Lathe; Harbor Freight mini lathe


Mill; Micro Mark


Cutting tools and fixtures for the lathe and mill; Micromark and the LittleMachineShop.com


Drill press, 6 inch belt sander w/ 8 inch disc, 1 inch vertical belt sander, Dremel tool, band saw, scroll saw, two sizes of torches and various hand tools including numerous files, shears, screwdrivers and wrenches. I'm sure you already have a lot of these things and some of them are not really necessary like the vertical sander and scroll saw, but are just nice to use if you have them. Actually those two were puchased for my wife's craft business.


I'm trying to decide if I should continue this log here or on the Builder's Log site which I haven't been able to decipher. This new format has got me very frustrated. I am not very computer savy and only do this as a way to comunicate and get information. Now I have to learn the process all over again. I guess I'm just a grouchy Old Fart but often "new and improved" just means that I don't like it as well as the old. End of gripe.


----------



## Shayoneoneshay (Jan 2, 2008)

Hi Winn, 
I have one of the steel chassie kit for the Mason Bogie and will start on this after I finish the live steam shay I am working on. 

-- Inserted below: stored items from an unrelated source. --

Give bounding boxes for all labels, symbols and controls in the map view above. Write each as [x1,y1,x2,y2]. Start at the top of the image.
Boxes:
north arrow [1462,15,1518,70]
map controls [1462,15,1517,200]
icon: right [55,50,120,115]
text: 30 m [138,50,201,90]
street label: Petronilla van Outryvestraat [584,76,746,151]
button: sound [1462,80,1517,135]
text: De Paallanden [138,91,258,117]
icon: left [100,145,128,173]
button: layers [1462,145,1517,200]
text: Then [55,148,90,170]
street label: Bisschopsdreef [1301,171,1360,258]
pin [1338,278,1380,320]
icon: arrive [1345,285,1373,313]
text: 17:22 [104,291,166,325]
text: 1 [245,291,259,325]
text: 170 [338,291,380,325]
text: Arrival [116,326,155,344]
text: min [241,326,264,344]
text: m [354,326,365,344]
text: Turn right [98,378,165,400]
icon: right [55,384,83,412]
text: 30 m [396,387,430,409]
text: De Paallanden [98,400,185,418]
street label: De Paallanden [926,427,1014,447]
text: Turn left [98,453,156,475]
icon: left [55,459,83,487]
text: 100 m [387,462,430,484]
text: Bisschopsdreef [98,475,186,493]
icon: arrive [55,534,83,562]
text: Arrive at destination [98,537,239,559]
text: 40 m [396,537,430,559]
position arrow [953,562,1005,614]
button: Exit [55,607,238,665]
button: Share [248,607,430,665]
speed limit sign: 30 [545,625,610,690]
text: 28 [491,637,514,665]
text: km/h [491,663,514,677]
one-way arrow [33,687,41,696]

I would appreciate all the help I could get, I have been following your topic from the begining. I will contact you off line when I get ready to start. You have done a great job on this model. 

Dave Watters


----------



## placitassteam (Jan 2, 2008)

Thanks Dave, I'll do what ever I can to help. Unfortunately I have not made a lot of drawings of what I have done, but I will be glad to give you copies of what I have. A lot of pieces have been made by trial and error, my scrap pile weighs almost as much as the loco! I have started a blog on the builders log site. It will take me a while to finish importing stuff from the old MLS but I think it will be easier to follow without all the intervening comments.


----------



## placitassteam (Jan 2, 2008)

My entire live steam MB log minus coments has now been transfered to the builders log section. www.mylargescale.com/Features/BuildersLogs/tabid/66/BlogID/8/Default.aspx I will continue adding to it as I progress. I will watch the comments both here and on the log site and will post notices of updates to the log on this site.


----------



## placitassteam (Jan 2, 2008)

Between trips and other activities I haven't been getting much done on the Bogie. Here is  my latest project, the Vance Bass cab. I made a few variations based on input from other MLS'ers and my own desires. The roof is removable and has an inner ceiling. A perimiter frame was added to the walls to make them more ridged when the roof is removed. Also added a solid brace between the rear roof supports so that they would be less likely to get snagged and broken. I tried to down load some photos but haven't figured out this new system. For some reason I am locked out of my web space and can't put any pictures there.


----------



## Dwight Ennis (Jan 2, 2008)

Send Shad a message and let him know about your web space problem. He'll fix it.


----------



## placitassteam (Jan 2, 2008)

I have made a fair amount of progress since my last post and I can now access my web space. The primary new parts are the Vance Bass cab, reversing linkage and additional bckhead detal, and Bronson-Tate rear truck.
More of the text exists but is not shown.